Key Concepts and Formulas

• Continuity at a point: A function $f(x)$ is continuous at $x=a$ if $\lim_{x \to a^-} f(x) = \lim_{x \to a^+} f(x) = f(a)$. For a piecewise function, this means the left-hand limit, right-hand limit, and the function value at the point must all be equal.
• Differentiability at a point: A function $f(x)$ is differentiable at $x=a$ if the left-hand derivative equals the right-hand derivative at $x=a$.
• Fundamental Theorem of Calculus (Part 1): If $F(x) = \int_c^x g(t) dt$, then $F'(x) = g(x)$.
• Properties of Modulus Function: $|u| = u$ if $u \ge 0$, and $|u| = -u$ if $u < 0$.

Step-by-Step Solution

Step 1: Understand the function definition and the condition for continuity. The function $f(x)$ is defined piecewise: $f(x)= \begin{cases}\int\limits_{0}^{x}(5-|t-3|) d t, & x>4 \\ x^{2}+b x & , x \leq 4\end{cases}$ We are given that $f$ is continuous at $x=4$. This means the left-hand limit, the right-hand limit, and the function value at $x=4$ must be equal. $\lim_{x \to 4^-} f(x) = \lim_{x \to 4^+} f(x) = f(4)$.

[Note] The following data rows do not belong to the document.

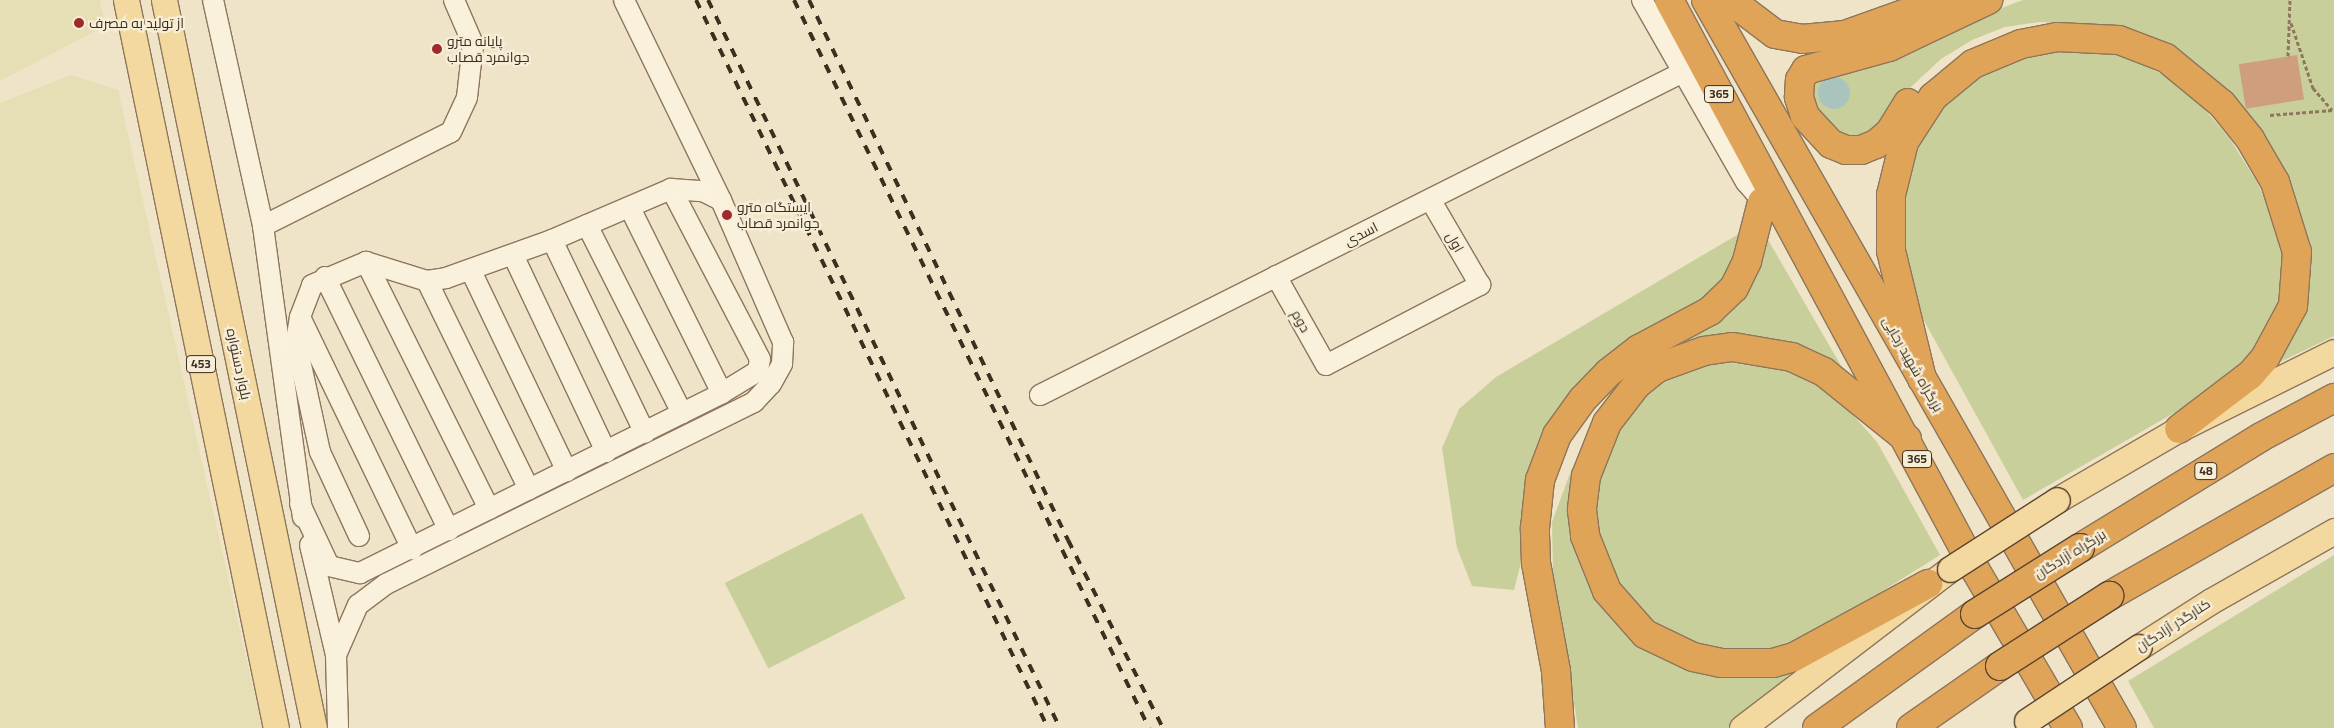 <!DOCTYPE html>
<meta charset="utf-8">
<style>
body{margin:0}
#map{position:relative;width:2334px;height:728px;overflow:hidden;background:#f0e4c8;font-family:Georgia,Cairo,serif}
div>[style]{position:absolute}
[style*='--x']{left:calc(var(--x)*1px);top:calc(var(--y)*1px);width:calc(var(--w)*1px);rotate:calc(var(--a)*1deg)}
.farmland>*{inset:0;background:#e6deb5}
.green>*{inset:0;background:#c9cf9b;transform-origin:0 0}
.water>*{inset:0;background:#a9c4bc}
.round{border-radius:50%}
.building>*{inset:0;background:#cf9f7d;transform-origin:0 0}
.path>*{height:3px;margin-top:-1.5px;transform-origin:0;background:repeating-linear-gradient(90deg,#8d765c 0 4px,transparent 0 6.5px)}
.roads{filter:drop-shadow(1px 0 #8d765c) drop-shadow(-1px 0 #8d765c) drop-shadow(0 1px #8d765c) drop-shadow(0 -1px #8d765c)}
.minor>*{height:20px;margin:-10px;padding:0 10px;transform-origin:10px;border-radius:10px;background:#faf1dc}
.major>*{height:25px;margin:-12.5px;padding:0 12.5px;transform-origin:12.5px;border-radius:12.5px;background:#f3d9a0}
.highway>*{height:28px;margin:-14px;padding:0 14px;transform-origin:14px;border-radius:14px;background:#e0a458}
.rail>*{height:4px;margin-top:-2px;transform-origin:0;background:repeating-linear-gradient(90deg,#3d2e20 0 9px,transparent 0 18px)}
.bridges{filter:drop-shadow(1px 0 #5b4430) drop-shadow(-1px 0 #5b4430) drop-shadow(0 1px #5b4430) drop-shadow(0 -1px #5b4430)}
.major-bridge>*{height:25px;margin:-12.5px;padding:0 12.5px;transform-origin:12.5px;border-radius:12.5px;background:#f3d9a0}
.highway-bridge>*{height:28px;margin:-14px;padding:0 14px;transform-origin:14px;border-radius:14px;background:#e0a458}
.dots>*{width:14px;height:14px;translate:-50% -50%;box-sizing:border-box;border:2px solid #f7eed8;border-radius:50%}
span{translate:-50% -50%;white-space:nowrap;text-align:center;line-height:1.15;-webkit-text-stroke:4.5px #f7eed8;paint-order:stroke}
.shield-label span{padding:1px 4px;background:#f7eed8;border:1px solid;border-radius:4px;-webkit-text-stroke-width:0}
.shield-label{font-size:12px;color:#3d2e20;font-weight:700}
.poi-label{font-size:14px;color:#3d2e20}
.left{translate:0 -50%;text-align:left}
.street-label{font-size:14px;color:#3d2e20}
</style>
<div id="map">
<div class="farmland">
<div style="clip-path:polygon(0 0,100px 0,105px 26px,0 81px)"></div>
<div style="clip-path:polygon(71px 75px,118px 90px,262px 728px,0 728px,0 103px)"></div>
</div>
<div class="green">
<div style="clip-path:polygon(2023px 0,2334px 0,2334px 336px,2270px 367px,2307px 275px,2223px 96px,2068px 24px,2040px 22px,2005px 27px,1972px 40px,1941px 59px,1912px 86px,1879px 129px,1854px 139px,1840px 136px,1809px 100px,1815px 78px)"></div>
<div style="clip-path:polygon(2065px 47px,2098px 48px,2130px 55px,2190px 92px,2230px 139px,2257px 182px,2277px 225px,2284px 264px,2278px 312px,2252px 359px,2207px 394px,2023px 500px,1911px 297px,1903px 273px,1901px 190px,1920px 138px,1944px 105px,1965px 85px,1996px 65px,2028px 53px)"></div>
<div style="clip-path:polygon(1760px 226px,1843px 369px,1801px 350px,1715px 338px,1669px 349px,1713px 322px)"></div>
<div style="clip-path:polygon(1742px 232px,1738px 261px,1721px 289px,1587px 381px,1525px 547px,1514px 590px,1472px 586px,1457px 548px,1442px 448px,1459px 409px,1496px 377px)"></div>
<div style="clip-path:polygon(1725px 362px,1784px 370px,1811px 379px,1846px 407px,1877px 442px,1940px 555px,1792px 648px,1736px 655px,1704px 648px,1651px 623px,1612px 572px,1599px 544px,1594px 501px,1605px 449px,1649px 390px,1695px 365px)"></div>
<div style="clip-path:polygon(1572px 468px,1573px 489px,1611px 613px,1730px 674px,1861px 628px,1730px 728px,1578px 728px,1553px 571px,1552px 522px)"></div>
<div style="left:862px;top:513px;width:96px;height:154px;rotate:63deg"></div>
<div style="clip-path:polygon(2334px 555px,2334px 728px,2154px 728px,2128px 681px)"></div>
</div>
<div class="water">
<div class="round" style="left:1818px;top:77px;width:32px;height:32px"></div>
</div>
<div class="building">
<div style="left:2297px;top:55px;width:45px;height:59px;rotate:81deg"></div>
</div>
<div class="path">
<div style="--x:2291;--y:23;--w:69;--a:71.3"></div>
<div style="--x:2313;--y:88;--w:29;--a:49"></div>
<div style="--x:2288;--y:56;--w:56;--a:-88"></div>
<div style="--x:2270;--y:115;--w:63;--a:-4.5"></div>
</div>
<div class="roads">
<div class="minor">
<div style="--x:213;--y:0;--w:231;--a:77.5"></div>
<div style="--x:263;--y:226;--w:294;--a:82.2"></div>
<div style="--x:1642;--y:0;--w:210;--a:60.3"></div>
<div style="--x:1746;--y:182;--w:38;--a:49"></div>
<div style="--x:630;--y:208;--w:207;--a:63.6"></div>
<div style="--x:587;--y:225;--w:211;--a:63.2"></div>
<div style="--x:263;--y:226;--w:210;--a:-26.6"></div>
<div style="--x:451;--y:132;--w:38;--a:-65"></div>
<div style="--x:467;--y:97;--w:53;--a:-83.5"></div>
<div style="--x:473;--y:44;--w:48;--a:-113.4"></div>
<div style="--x:552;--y:240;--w:214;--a:64.3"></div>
<div style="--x:513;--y:255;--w:218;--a:64.7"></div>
<div style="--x:366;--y:262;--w:276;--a:63.5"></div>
<div style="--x:471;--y:271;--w:222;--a:64.4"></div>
<div style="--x:1276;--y:276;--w:102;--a:60.7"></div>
<div style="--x:1326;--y:365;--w:174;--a:-27.5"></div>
<div style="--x:1480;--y:285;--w:99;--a:-120.2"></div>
<div style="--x:325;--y:277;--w:282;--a:63.9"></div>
<div style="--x:427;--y:281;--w:232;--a:63.9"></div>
<div style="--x:300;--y:317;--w:258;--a:64.2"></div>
<div style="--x:1040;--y:395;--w:720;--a:-26.67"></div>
<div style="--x:300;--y:504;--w:68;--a:64.9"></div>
<div style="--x:329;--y:566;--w:32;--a:13"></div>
<div style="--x:360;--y:573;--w:404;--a:-26.4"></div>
<div style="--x:722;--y:393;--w:42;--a:-31.4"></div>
<div style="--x:758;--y:371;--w:12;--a:-81"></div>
<div style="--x:760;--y:359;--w:192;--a:-117.6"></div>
<div style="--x:359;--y:536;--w:93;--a:-114.9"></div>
<div style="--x:320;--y:452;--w:113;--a:-102.3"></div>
<div style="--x:296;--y:342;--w:25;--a:-81"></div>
<div style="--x:300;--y:317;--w:34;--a:-69"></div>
<div style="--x:312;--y:285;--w:59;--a:-23.1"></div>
<div style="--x:366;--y:262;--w:64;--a:17.3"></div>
<div style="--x:427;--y:281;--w:19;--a:-9"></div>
<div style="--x:446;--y:278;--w:113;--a:-19.7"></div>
<div style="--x:552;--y:240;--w:129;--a:-23.2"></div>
<div style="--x:671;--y:189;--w:32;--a:4"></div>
<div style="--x:703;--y:191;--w:20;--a:27"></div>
<div style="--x:310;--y:545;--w:113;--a:76.7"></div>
<div style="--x:336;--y:655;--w:73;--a:88.4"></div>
<div style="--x:336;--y:655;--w:55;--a:-66.3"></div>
<div style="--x:358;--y:605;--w:35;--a:-37"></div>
<div style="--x:386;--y:584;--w:411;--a:-26.3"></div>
<div style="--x:754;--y:402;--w:25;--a:-47"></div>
<div style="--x:771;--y:384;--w:23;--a:-61"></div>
<div style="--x:782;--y:364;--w:22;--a:-87"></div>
<div style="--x:783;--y:342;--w:155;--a:-113.6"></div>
<div style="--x:721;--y:200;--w:222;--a:-115.9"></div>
</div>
<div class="major">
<div style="--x:126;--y:0;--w:743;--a:78.36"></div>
<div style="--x:164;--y:0;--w:743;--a:78.36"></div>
<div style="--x:2057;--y:500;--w:141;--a:-30.2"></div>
<div style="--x:2179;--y:429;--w:173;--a:-26.4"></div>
<div style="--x:2139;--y:647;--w:85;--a:-32.6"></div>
<div style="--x:2211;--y:601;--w:142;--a:-29.6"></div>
<div style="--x:1742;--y:728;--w:262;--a:-37.4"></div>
</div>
<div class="highway">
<div style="--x:1669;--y:0;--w:648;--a:61.74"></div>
<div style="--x:1976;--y:571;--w:182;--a:59.6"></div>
<div style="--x:1706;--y:0;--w:838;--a:60.26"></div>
<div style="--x:1730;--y:0;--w:56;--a:37.1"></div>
<div style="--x:1775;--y:34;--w:27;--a:10"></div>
<div style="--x:1802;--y:39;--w:43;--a:-5.3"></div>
<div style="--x:1845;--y:35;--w:104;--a:-19.7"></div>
<div style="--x:1908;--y:103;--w:34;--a:122"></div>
<div style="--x:1890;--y:132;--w:18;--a:139"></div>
<div style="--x:1876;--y:144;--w:16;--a:158"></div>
<div style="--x:1861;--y:150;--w:15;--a:180"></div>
<div style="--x:1846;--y:150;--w:16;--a:-158"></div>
<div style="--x:1831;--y:144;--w:38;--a:-133"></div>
<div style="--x:1805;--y:116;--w:20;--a:-108"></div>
<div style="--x:1799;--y:97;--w:17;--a:-87"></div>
<div style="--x:1800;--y:80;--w:12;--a:-59"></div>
<div style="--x:1806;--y:70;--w:86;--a:-15.5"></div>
<div style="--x:1889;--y:47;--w:110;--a:-25.4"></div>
<div style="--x:1922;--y:379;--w:132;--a:-103.6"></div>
<div style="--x:1891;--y:251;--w:56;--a:-90"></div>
<div style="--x:1891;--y:195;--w:55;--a:-76.2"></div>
<div style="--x:1904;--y:142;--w:54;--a:-57.2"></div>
<div style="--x:1933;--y:97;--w:52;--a:-39.5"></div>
<div style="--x:1973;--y:64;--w:52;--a:-22.6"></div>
<div style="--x:2021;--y:44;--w:37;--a:-11"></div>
<div style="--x:2057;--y:37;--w:62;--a:2.8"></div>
<div style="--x:2119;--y:40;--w:50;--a:21"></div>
<div style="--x:2166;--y:58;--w:72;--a:39.4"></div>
<div style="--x:2222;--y:104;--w:45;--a:51.3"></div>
<div style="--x:2250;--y:139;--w:50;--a:59.8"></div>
<div style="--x:2275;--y:182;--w:73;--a:72.6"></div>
<div style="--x:2297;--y:252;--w:54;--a:94.2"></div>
<div style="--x:2293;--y:306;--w:59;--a:118.3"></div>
<div style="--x:2265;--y:358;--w:23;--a:131"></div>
<div style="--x:2250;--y:375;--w:89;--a:142.7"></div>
<div style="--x:1907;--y:439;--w:107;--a:-141.1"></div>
<div style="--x:1824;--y:372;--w:35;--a:-155"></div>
<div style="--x:1792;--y:357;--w:61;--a:-170.5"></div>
<div style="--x:1732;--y:347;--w:28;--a:172"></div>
<div style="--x:1704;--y:351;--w:50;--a:160.1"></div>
<div style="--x:1657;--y:368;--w:26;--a:141"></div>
<div style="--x:1637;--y:384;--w:49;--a:127.6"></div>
<div style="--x:1607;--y:423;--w:57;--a:111.6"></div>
<div style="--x:1586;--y:476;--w:34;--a:97"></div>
<div style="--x:1582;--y:510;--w:26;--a:83"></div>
<div style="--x:1585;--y:536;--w:59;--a:68.2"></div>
<div style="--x:1607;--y:591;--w:57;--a:48.5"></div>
<div style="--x:1645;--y:634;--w:53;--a:25.6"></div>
<div style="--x:1693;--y:657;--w:29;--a:12"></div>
<div style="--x:1721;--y:663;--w:52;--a:0"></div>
<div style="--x:1773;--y:663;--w:22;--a:-16"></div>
<div style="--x:1794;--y:657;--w:153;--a:-28.6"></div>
<div style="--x:2080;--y:548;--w:212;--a:-31.5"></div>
<div style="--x:2261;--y:437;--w:83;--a:-28.1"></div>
<div style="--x:2109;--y:596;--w:259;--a:-29.6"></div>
<div style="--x:1560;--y:728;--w:57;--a:-94"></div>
<div style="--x:1556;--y:671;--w:110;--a:-100.5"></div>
<div style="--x:1536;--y:563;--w:35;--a:-92"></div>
<div style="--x:1535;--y:528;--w:48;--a:-84.1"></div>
<div style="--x:1540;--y:480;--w:48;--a:-69.3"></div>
<div style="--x:1557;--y:435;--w:44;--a:-54.2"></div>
<div style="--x:1583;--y:399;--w:36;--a:-46"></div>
<div style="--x:1608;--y:373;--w:39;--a:-38"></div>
<div style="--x:1639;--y:349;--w:81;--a:-28.2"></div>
<div style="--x:1710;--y:311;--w:33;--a:-44"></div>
<div style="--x:1734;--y:288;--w:30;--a:-64"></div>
<div style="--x:1747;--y:261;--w:61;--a:-75.7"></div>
<div style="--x:1817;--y:728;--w:195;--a:-35.8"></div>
<div style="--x:1911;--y:728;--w:108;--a:-34.9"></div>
</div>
</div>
<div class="rail">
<div style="--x:696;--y:0;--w:809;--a:64.2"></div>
<div style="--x:708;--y:0;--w:809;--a:64.2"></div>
<div style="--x:794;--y:0;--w:810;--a:64"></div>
<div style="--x:809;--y:0;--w:599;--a:64.38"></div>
<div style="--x:1068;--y:540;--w:211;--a:63.2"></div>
</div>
<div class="bridges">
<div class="major-bridge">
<div style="--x:1950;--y:569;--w:127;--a:-32.8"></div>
<div style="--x:2027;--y:721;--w:134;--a:-33.5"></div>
</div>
<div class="highway-bridge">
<div style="--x:1975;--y:614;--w:124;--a:-32.2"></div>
<div style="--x:2000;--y:666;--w:130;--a:-32.7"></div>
</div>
</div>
<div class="dots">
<div style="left:79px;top:23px;background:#9e2a2b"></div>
<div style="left:437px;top:49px;background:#9e2a2b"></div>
<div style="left:727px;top:215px;background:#9e2a2b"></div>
</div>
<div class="shield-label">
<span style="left:1719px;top:94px">365</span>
<span style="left:201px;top:364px">453</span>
<span style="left:1917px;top:459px">365</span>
<span style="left:2206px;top:471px">48</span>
</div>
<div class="poi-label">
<span class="left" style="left:89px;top:23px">از تولید به مصرف</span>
<span class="left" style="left:447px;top:49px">پایانه مترو<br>جوانمرد قصاب</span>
<span class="left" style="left:737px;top:215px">ایستگاه مترو<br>جوانمرد قصاب</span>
</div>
<div class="street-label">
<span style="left:1361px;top:234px;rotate:-27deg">اسدی</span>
<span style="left:1455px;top:242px;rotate:60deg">اول</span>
<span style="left:1301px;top:321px;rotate:61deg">دوم</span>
<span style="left:239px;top:364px;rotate:78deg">بلوار دستواره</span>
<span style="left:1913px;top:364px;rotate:60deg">بزرگراه شهید رجایی</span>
<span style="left:2070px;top:554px;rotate:-32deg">بزرگراه آزادگان</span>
<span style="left:2173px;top:625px;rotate:-33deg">کنارگذر آزادگان</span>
</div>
</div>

Step 2: Calculate the left-hand limit and the function value at x=4. For $x \leq 4$, $f(x) = x^2 + bx$. So, $f(4) = 4^2 + b(4) = 16 + 4b$. The left-hand limit is $\lim_{x \to 4^-} f(x) = \lim_{x \to 4^-} (x^2 + bx) = 4^2 + b(4) = 16 + 4b$.

Step 3: Calculate the right-hand limit at x=4. For $x > 4$, $f(x) = \int_{0}^{x}(5-|t-3|) dt$. The right-hand limit is $\lim_{x \to 4^+} f(x) = \lim_{x \to 4^+} \int_{0}^{x}(5-|t-3|) dt$. Since the integrand is continuous, we can evaluate this limit by substituting $x=4$ into the integral: $\lim_{x \to 4^+} f(x) = \int_{0}^{4}(5-|t-3|) dt$.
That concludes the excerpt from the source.